Task statement » The full listing must be reproduced exactly as given.

-- Collected material follows --

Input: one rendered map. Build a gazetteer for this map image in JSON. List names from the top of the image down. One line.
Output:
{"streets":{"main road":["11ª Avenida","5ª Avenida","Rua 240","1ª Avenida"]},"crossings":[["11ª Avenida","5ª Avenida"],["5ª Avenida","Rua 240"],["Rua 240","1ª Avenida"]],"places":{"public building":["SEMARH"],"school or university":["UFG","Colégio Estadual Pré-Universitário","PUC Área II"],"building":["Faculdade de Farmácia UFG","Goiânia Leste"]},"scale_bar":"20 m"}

-- Collected material concluded --

Answer to this exercise »
Input: one rendered map. Build a gazetteer for this map image in JSON. List names from the top of the image down. One line.
Output:
{"streets":{"main road":["11ª Avenida","5ª Avenida","Rua 240","1ª Avenida"]},"crossings":[["11ª Avenida","5ª Avenida"],["5ª Avenida","Rua 240"],["Rua 240","1ª Avenida"]],"places":{"public building":["SEMARH"],"school or university":["UFG","Colégio Estadual Pré-Universitário","PUC Área II"],"building":["Faculdade de Farmácia UFG","Goiânia Leste"]},"scale_bar":"20 m"}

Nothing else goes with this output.